Vitamina D per l’allenamento
La carenza di vitamina D è molto diffusa, da una parte perché oggi l’esposizione al sole è generalmente limitata, dall’altra poiché è poco concentrata negli alimenti assunti nella dieta. E’ importante evitare la carenza di vitamina D? Che relazione c’è con la prestazione sportiva, la palestra e il bodybuilding? E’ necessario integrarla?
Vitamina D: cos’è e a cosa serve?
La vitamina D, o vitamina antirachitica, è una vitamina di natura steroidea e liposolubile (come anche le vitamine A, E, K), caratteristica che la rende accumulabile nell’organismo a differenza di quelle idrosolubili (gruppo B, C,…).
La vitamina D viene prodotta a partire dal colesterolo (7-deidrocolestorolo o previtamina D3) e grazie all’esposizione alla luce solare viene convertita a livello della cute in vitamina D3 (colecalciferolo, la forma liposolubile “di deposito”).
In seguito, l’idrossilazione in posizione 25 e 1 che avviene nel fegato e nei reni (quest’ultimo passaggio è indotto dall’azione del paratormone a livello del rene) porta alla formazione della molecola attiva dal punto di vista ormonale: 1,25 OH2 Vitamina D.
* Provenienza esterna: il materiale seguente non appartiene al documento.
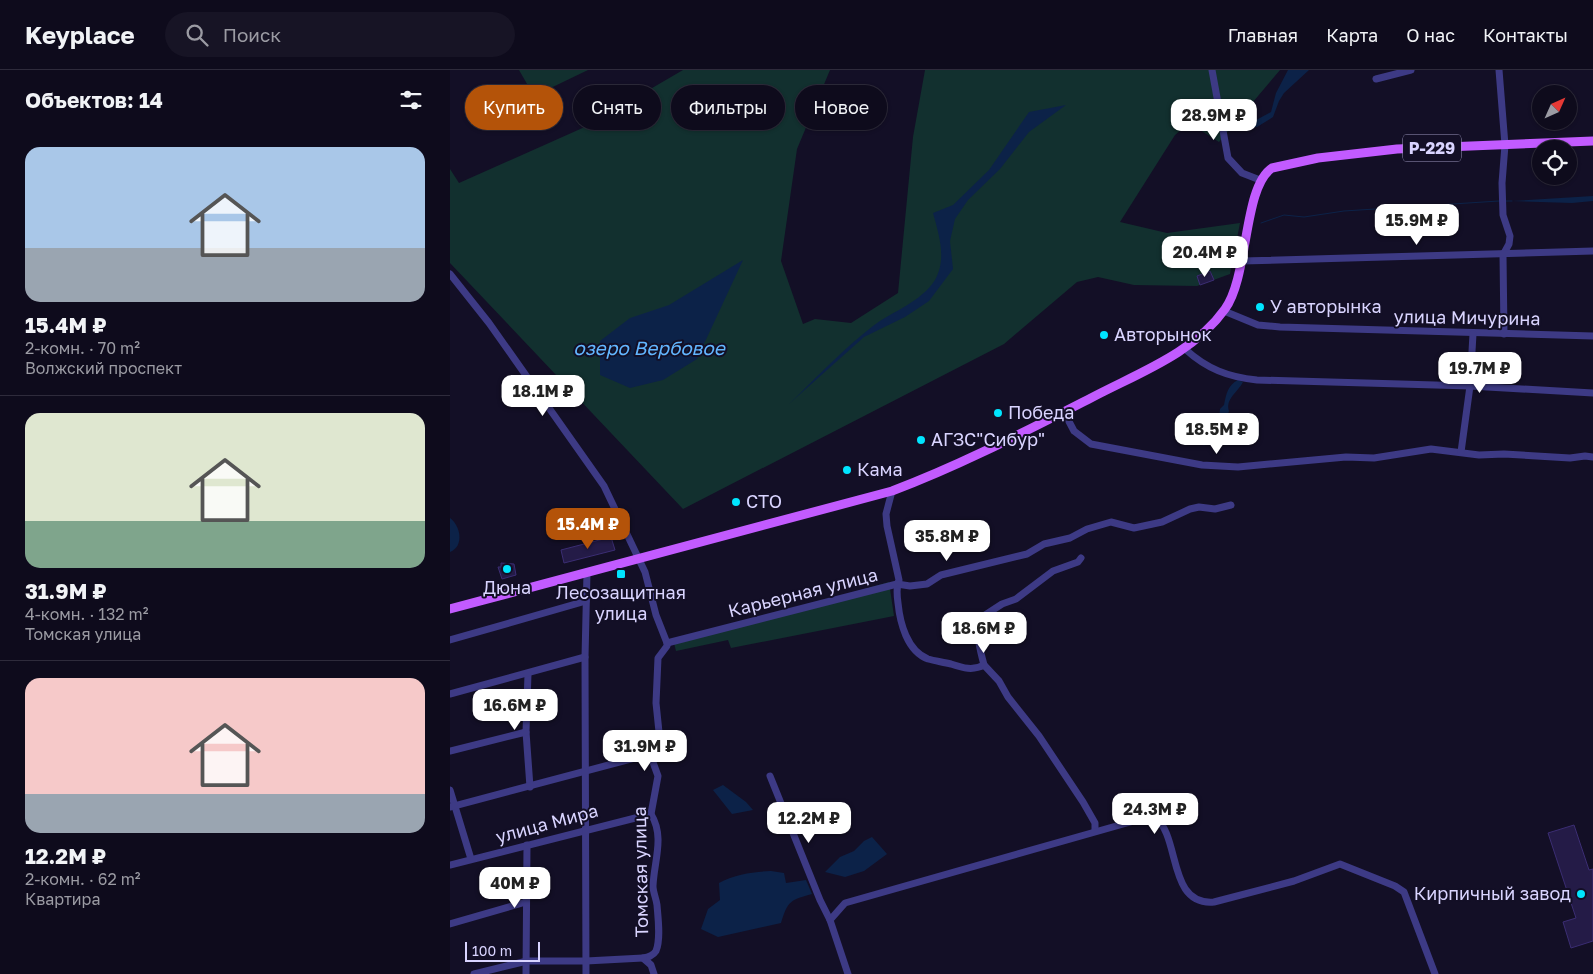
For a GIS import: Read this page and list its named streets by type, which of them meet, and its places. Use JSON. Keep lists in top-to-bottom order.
{
  "streets": {
    "main road": ["Р-229"],
    "street": [
      "улица Мичурина",
      "Карьерная улица",
      "улица Мира",
      "Томская улица"
    ]
  },
  "crossings": [
    ["Р-229", "улица Мичурина"],
    ["улица Мира", "Томская улица"]
  ],
  "water": ["озеро Вербовое"],
  "places": {
    "other": [
      "У авторынка",
      "Авторынок",
      "Победа",
      "АГЗС\"Сибур\"",
      "Кама",
      "СТО",
      "Дюна",
      "Кирпичный завод"
    ],
    "transit": ["Лесозащитная улица"]
  },
  "scale_bar": "100 m",
  "north": "top right",
  "page": {
    "header": "Keyplace",
    "search": "Поиск",
    "nav": [
      "Главная",
      "Карта",
      "О нас",
      "Контакты"
    ],
    "heading": "Объектов: 14",
    "chip": [
      "Купить",
      "Снять",
      "Фильтры",
      "Новое"
    ],
    "price": [
      "28.9M ₽",
      "15.9M ₽",
      "20.4M ₽",
      "19.7M ₽",
      "18.1M ₽",
      "18.5M ₽",
      "15.4M ₽",
      "35.8M ₽",
      "18.6M ₽",
      "16.6M ₽",
      "31.9M ₽",
      "24.3M ₽",
      "12.2M ₽",
      "40M ₽"
    ],
    "list": [
      {
        "name": "15.4M ₽",
        "note": "2-комн. · 70 m² · Волжский проспект"
      },
      {
        "name": "31.9M ₽",
        "note": "4-комн. · 132 m² · Томская улица"
      },
      {
        "name": "12.2M ₽",
        "note": "2-комн. · 62 m² · Квартира"
      }
    ],
    "scale": "100 m"
  }
}
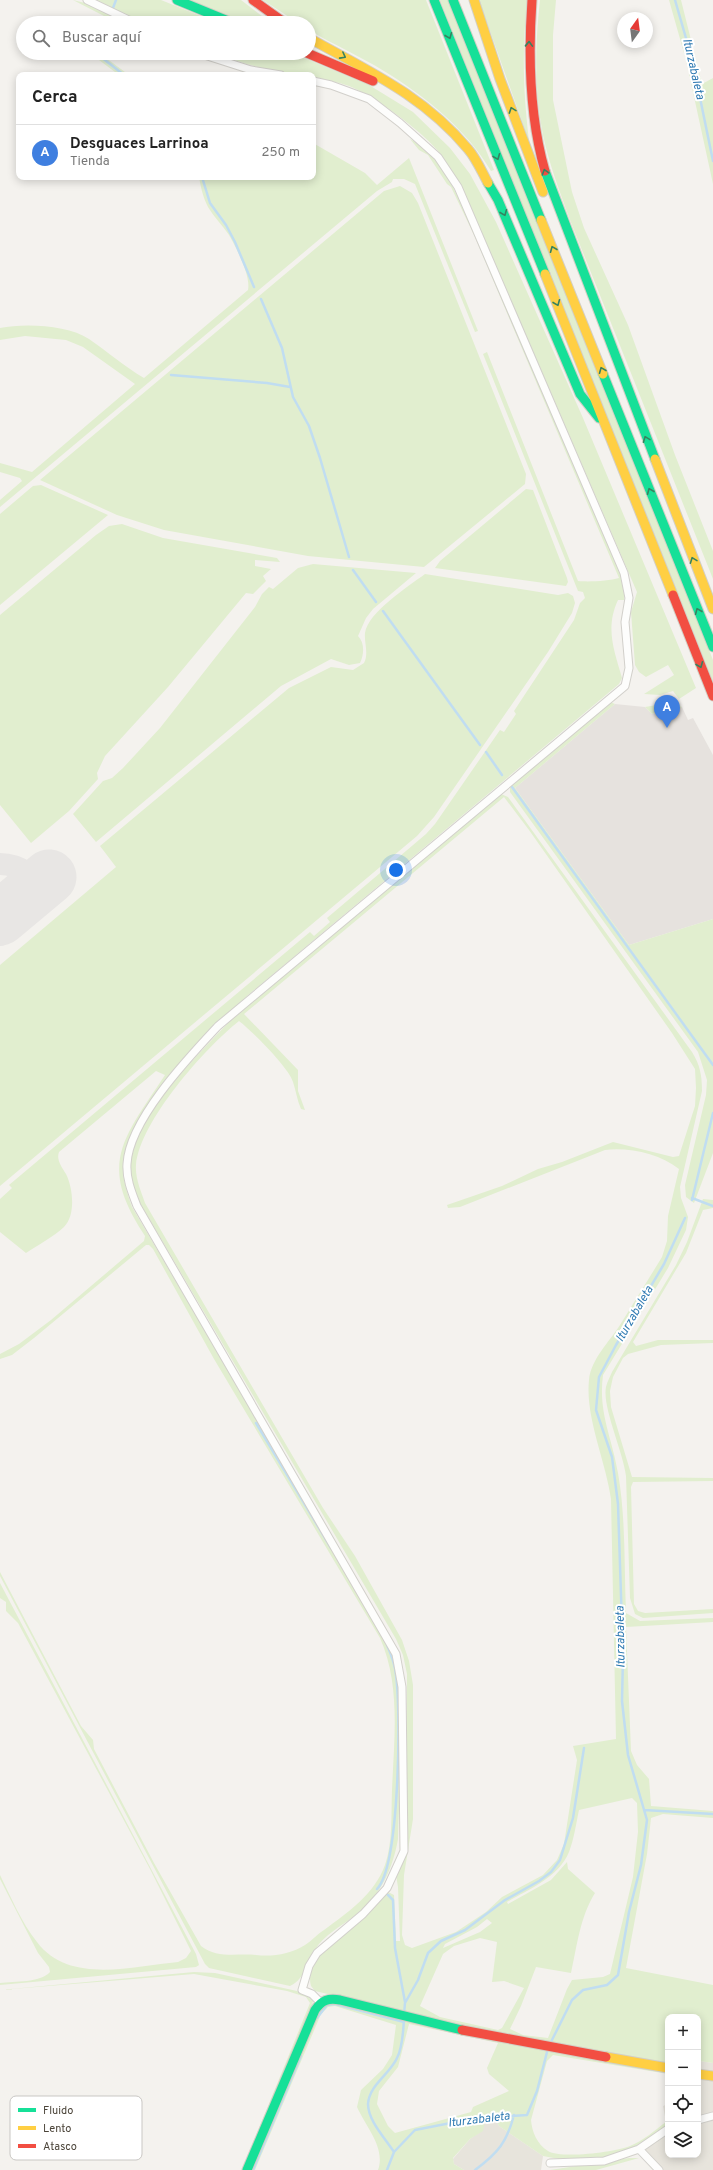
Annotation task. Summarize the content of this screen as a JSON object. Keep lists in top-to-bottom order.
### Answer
{
  "water": ["Iturzabaleta"],
  "legend": ["Fluido", "Lento", "Atasco"],
  "north": "top",
  "page": {
    "search": "Buscar aquí",
    "heading": "Cerca",
    "list": [
      {
        "mark": "A",
        "name": "Desguaces Larrinoa",
        "note": "Tienda",
        "value": "250 m"
      }
    ],
    "pins": "A",
    "map_buttons": ["+", "−"]
  }
}
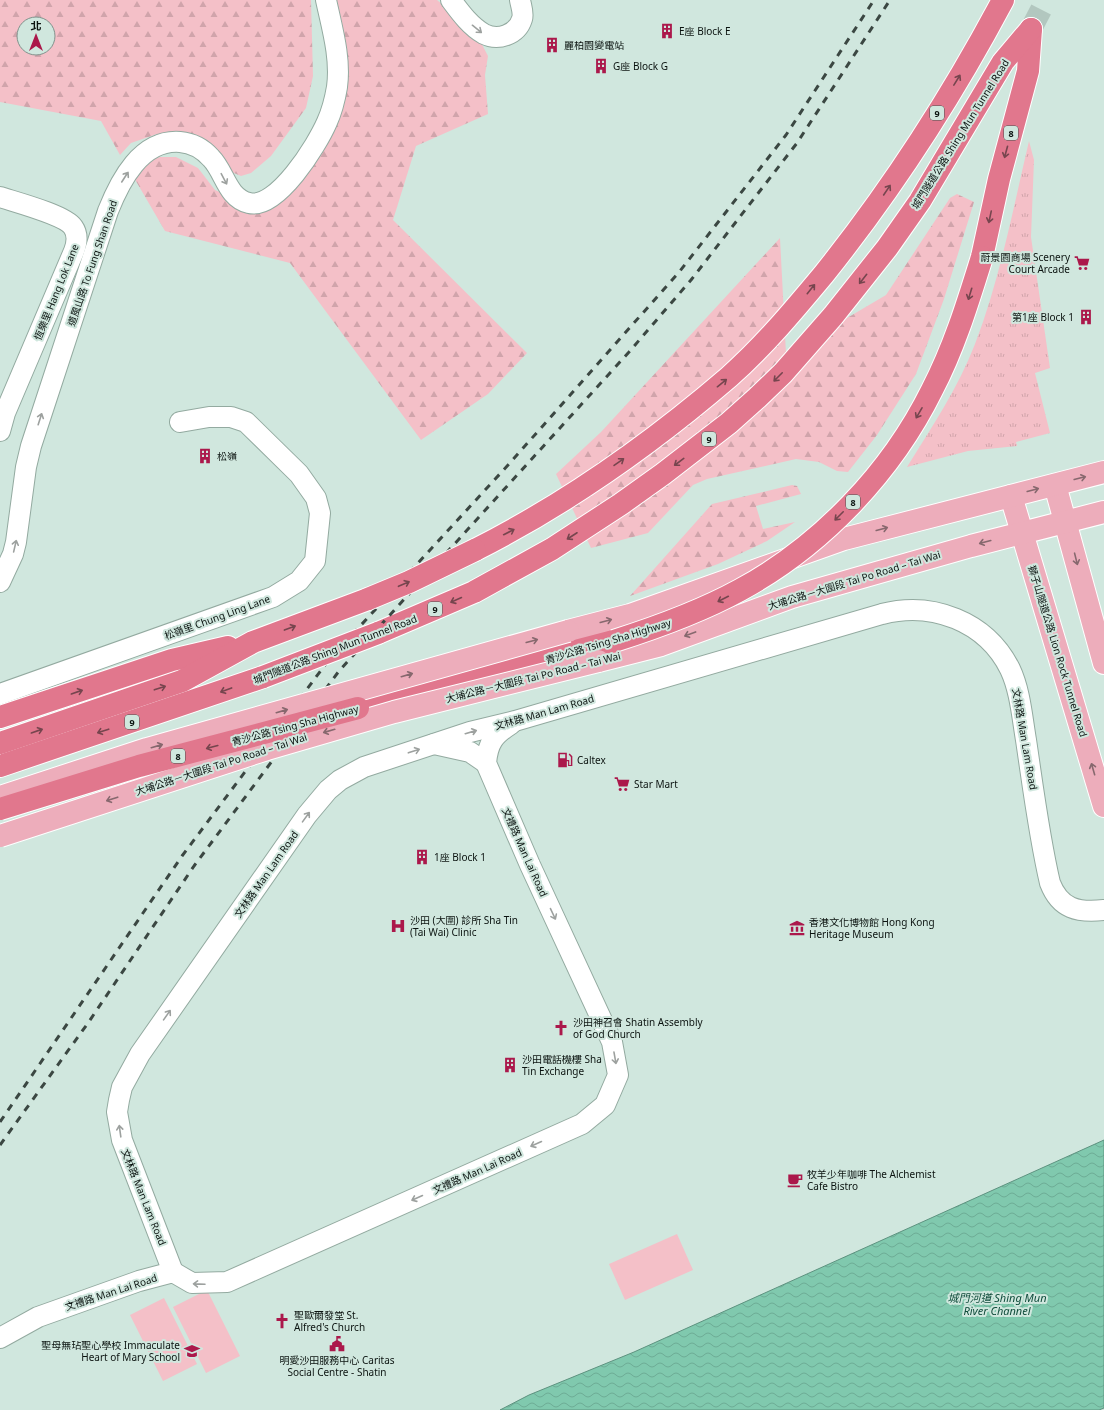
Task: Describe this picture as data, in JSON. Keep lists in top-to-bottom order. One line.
{"streets":{"highway":["9","8","城門隧道公路 Shing Mun Tunnel Road","青沙公路 Tsing Sha Highway"],"main road":["大埔公路－大圍段 Tai Po Road – Tai Wai","獅子山隧道公路 Lion Rock Tunnel Road"],"street":["道風山路 To Fung Shan Road","恆樂里 Hang Lok Lane","松嶺里 Chung Ling Lane","文林路 Man Lam Road","文禮路 Man Lai Road"]},"crossings":[["城門隧道公路 Shing Mun Tunnel Road","青沙公路 Tsing Sha Highway"],["大埔公路－大圍段 Tai Po Road – Tai Wai","獅子山隧道公路 Lion Rock Tunnel Road"],["文林路 Man Lam Road","文禮路 Man Lai Road"]],"one_way":["道風山路 To Fung Shan Road","文林路 Man Lam Road"],"water":["城門河道 Shing Mun River Channel"],"places":{"building":["E座 Block E","麗柏園變電站","G座 Block G","第1座 Block 1","松嶺","1座 Block 1","沙田電話機樓 Sha Tin Exchange"],"supermarket":["蔚景園商場 Scenery Court Arcade","Star Mart"],"fuel station":["Caltex"],"hospital":["沙田 (大圍) 診所 Sha Tin (Tai Wai) Clinic"],"museum":["香港文化博物館 Hong Kong Heritage Museum"],"church":["沙田神召會 Shatin Assembly of God Church","聖歐爾發堂 St. Alfred's Church"],"cafe":["牧羊少年咖啡 The Alchemist Cafe Bistro"],"public building":["明愛沙田服務中心 Caritas Social Centre - Shatin"],"school or university":["聖母無玷聖心學校 Immaculate Heart of Mary School"]},"north":"top"}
La latitudine, la superficie cutanea esposta al sole, il tempo di esposizione e il contenuto di melanina della cute sono tra i fattori che ne influenzano la sintesi.
Le condizioni sfavorevoli (stagione fredda, Paesi prossimi ai poli, poco tempo all’aperto) sono responsabili dell’alta percentuale di livelli insufficienti riscontrati nei soggetti in età evolutiva oltre che avanzata.
Benefici e proprietà della vitamina D
Tradizionalmente, la vitamina D è associata al benessere dell’osso: essa favorisce non solo l’assorbimento intestinale di calcio, ma modula l’omeostasi del tessuto osseo stesso.
Livelli di vitamina D sierica bassi (indicativamente inferiori ai 30 ng/mL) determinano un’elevazione secondaria del paratormone avente lo scopo di mantenere l’omeostasi ematica del fosforo e del calcio (che per la fisiologia umana ha l’assoluta priorità). Ne risulta quindi un’aumentata mobilizzazione di calcio dall’osso e di conseguenza un’aumentata fragilità ossea.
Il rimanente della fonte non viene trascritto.